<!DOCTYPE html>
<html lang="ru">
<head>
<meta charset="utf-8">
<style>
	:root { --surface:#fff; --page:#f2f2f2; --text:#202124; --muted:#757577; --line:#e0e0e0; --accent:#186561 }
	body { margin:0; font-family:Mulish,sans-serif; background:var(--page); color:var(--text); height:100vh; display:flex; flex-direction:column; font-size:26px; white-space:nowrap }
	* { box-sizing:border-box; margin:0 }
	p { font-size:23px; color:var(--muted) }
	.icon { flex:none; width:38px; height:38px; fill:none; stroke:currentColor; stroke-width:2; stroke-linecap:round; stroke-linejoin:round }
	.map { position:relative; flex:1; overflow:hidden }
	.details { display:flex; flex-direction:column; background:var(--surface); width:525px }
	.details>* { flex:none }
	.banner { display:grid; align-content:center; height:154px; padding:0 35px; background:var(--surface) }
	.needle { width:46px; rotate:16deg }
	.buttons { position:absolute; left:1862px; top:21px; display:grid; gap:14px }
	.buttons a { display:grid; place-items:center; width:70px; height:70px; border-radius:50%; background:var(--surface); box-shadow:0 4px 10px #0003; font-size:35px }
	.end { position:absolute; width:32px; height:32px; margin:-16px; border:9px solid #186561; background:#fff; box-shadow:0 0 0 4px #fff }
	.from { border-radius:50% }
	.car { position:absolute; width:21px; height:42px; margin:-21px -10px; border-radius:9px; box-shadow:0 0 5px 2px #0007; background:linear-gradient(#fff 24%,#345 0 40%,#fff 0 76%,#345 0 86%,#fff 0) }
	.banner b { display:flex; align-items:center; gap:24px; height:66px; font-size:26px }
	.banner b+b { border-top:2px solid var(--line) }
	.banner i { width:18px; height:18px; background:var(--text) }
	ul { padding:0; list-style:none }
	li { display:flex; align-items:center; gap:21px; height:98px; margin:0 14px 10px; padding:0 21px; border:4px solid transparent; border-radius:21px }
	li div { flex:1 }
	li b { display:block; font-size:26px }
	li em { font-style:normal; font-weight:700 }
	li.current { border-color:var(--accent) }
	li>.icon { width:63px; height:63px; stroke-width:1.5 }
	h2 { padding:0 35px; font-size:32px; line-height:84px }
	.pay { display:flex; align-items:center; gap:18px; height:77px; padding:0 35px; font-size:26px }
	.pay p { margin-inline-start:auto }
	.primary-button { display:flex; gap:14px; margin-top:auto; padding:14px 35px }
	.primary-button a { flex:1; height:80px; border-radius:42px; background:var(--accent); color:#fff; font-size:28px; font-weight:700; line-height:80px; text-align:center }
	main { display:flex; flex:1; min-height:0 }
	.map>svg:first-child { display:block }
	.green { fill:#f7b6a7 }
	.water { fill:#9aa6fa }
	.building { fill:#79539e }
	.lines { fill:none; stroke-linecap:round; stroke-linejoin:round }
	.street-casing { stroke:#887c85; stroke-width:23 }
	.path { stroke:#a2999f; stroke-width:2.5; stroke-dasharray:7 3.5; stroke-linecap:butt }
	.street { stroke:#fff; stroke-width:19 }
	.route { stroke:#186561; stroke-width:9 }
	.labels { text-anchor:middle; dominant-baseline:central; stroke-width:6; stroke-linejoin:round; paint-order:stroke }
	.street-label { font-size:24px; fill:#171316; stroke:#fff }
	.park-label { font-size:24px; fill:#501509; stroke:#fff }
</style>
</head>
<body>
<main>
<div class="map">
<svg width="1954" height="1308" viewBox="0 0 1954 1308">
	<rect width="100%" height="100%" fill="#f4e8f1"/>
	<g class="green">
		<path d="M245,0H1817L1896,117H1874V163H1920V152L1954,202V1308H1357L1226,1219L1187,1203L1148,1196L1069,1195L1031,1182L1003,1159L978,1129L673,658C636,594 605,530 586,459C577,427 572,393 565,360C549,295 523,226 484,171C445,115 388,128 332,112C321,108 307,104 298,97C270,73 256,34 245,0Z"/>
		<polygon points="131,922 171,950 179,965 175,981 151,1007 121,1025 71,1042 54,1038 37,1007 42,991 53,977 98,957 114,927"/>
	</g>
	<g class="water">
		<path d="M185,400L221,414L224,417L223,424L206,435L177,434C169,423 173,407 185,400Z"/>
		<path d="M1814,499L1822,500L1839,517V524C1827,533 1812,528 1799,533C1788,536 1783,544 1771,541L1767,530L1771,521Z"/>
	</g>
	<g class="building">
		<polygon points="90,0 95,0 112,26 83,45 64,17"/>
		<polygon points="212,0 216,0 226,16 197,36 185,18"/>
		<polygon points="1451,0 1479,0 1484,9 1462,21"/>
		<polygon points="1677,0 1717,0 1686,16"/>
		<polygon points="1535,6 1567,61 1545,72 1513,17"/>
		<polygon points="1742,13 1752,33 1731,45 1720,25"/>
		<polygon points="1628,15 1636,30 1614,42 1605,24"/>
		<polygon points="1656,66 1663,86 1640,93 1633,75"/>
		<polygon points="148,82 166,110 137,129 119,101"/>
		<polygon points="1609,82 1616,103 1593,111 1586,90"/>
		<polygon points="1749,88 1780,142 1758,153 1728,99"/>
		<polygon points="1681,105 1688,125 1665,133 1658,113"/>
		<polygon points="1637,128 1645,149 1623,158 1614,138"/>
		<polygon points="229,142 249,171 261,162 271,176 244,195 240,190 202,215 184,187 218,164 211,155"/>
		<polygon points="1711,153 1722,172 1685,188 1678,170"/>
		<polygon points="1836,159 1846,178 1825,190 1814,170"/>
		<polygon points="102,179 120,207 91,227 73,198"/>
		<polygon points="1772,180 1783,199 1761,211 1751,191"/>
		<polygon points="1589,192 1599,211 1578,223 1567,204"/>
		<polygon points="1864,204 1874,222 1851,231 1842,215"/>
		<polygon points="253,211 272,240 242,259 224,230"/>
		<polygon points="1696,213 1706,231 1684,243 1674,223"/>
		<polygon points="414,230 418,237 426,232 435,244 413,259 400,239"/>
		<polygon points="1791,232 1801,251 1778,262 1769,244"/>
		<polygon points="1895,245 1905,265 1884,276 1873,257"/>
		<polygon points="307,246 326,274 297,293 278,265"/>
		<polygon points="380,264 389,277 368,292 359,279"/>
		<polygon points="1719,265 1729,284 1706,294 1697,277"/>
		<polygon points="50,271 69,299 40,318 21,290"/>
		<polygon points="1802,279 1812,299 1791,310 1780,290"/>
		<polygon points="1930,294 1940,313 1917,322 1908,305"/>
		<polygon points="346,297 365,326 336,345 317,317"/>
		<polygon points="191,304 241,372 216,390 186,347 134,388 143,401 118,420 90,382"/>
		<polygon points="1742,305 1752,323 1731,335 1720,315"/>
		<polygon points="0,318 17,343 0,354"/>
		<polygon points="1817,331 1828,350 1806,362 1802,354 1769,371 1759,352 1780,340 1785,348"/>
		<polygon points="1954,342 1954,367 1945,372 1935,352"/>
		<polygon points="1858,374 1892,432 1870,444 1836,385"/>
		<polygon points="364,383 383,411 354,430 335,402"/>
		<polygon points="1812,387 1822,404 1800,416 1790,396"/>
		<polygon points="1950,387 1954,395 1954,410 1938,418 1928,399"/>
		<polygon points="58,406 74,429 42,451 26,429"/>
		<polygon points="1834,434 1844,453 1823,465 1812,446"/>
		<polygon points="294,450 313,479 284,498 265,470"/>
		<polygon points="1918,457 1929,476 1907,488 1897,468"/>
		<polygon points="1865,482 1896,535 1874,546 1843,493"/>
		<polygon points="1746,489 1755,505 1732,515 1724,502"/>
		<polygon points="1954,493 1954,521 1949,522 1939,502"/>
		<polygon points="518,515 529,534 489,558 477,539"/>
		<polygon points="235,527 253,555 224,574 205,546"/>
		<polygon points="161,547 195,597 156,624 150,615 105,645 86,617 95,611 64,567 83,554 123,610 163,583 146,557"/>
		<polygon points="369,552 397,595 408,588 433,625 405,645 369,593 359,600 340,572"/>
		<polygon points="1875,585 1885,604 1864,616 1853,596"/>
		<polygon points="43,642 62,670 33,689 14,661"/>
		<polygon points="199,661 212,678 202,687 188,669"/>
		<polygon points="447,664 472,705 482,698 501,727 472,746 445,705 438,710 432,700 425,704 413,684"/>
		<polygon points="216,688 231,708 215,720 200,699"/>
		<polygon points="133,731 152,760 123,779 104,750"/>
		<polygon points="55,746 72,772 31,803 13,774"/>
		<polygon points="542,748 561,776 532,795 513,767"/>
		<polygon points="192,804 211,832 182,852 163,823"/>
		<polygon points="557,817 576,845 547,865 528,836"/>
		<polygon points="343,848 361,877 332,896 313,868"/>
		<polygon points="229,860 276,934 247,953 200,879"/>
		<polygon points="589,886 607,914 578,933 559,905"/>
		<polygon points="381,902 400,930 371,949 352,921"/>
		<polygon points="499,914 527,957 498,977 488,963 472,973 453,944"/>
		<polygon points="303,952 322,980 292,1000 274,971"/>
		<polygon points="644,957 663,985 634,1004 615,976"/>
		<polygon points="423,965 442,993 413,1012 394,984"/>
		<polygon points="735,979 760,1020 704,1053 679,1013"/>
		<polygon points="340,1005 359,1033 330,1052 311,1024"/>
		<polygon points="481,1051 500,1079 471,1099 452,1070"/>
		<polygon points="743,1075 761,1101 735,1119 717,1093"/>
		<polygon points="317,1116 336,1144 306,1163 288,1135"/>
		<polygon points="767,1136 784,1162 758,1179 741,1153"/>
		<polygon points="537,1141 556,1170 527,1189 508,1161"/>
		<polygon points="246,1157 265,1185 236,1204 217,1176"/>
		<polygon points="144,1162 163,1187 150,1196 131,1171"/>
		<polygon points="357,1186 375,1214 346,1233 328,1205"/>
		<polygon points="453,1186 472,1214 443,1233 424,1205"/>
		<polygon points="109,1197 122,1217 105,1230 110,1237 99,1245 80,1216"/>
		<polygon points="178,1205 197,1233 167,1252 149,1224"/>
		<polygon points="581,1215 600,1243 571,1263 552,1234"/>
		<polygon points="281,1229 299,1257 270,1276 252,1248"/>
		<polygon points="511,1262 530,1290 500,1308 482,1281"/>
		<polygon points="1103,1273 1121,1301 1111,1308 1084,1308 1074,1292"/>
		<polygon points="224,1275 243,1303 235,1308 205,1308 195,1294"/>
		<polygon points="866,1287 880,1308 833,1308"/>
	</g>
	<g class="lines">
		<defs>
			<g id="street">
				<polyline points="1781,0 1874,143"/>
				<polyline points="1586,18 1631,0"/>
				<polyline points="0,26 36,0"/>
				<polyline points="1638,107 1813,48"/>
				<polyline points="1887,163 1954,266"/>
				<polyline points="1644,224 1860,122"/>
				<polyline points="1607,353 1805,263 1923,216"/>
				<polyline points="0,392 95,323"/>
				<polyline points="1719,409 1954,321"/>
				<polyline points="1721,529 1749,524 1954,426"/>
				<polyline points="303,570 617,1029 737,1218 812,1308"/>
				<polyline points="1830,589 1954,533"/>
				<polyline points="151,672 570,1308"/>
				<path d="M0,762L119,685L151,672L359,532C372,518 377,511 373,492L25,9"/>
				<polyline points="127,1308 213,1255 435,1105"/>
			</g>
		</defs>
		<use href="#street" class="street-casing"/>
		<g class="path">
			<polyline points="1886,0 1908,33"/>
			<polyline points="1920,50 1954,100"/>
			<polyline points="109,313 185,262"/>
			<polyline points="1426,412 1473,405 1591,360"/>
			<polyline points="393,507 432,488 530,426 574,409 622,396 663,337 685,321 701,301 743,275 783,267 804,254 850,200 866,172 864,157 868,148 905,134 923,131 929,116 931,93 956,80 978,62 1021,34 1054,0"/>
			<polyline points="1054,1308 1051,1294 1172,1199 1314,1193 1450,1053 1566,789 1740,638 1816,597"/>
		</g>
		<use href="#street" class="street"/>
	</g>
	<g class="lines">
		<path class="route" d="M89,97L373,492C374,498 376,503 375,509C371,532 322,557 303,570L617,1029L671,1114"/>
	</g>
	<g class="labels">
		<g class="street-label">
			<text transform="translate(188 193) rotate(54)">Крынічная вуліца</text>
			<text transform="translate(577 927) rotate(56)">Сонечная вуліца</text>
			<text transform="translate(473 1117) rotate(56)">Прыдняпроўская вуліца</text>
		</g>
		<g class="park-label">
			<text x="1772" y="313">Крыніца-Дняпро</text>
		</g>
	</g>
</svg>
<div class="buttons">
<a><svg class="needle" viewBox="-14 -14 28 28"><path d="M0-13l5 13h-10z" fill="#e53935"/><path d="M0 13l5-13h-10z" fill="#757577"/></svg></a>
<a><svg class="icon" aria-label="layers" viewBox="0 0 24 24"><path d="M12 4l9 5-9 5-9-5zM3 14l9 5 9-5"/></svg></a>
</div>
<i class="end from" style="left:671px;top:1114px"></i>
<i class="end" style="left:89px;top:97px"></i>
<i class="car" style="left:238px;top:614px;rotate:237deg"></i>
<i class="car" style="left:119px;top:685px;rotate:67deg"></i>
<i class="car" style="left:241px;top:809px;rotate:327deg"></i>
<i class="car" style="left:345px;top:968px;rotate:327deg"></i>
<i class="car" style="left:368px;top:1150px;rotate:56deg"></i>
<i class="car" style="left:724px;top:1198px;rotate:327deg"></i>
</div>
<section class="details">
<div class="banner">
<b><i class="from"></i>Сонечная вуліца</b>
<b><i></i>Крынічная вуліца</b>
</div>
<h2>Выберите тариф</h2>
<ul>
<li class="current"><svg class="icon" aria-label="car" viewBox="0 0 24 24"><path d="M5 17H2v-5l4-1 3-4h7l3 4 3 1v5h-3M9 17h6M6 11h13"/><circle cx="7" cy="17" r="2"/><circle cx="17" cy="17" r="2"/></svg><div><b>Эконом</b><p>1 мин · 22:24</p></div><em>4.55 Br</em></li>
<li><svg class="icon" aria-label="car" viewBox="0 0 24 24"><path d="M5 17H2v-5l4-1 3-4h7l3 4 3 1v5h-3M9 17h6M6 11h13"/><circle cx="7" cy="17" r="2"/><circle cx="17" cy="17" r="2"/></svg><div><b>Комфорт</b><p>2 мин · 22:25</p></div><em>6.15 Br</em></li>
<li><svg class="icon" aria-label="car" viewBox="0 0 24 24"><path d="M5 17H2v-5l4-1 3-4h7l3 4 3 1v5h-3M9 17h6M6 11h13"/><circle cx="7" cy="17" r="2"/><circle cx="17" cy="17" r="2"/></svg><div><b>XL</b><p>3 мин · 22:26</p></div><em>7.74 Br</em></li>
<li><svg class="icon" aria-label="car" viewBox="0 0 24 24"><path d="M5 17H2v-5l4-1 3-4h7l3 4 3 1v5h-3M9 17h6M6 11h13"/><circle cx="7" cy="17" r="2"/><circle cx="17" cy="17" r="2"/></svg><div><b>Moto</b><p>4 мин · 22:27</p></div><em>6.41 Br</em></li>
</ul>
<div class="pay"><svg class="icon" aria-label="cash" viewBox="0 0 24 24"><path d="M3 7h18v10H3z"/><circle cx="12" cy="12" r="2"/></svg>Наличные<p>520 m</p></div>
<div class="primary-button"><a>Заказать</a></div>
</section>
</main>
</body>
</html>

----------

▶ _Problem description_:
Starting at the first line of the data above, please restate word for word every line up to and including the one that holds "--surface:#fff; --page:#f2f2f2; --text:#202124;", and add nothing else.

▶ _Answer box_:
<!DOCTYPE html>
<html lang="ru">
<head>
<meta charset="utf-8">
<style>
	:root { --surface:#fff; --page:#f2f2f2; --text:#202124; --muted:#757577; --line:#e0e0e0; --accent:#186561 }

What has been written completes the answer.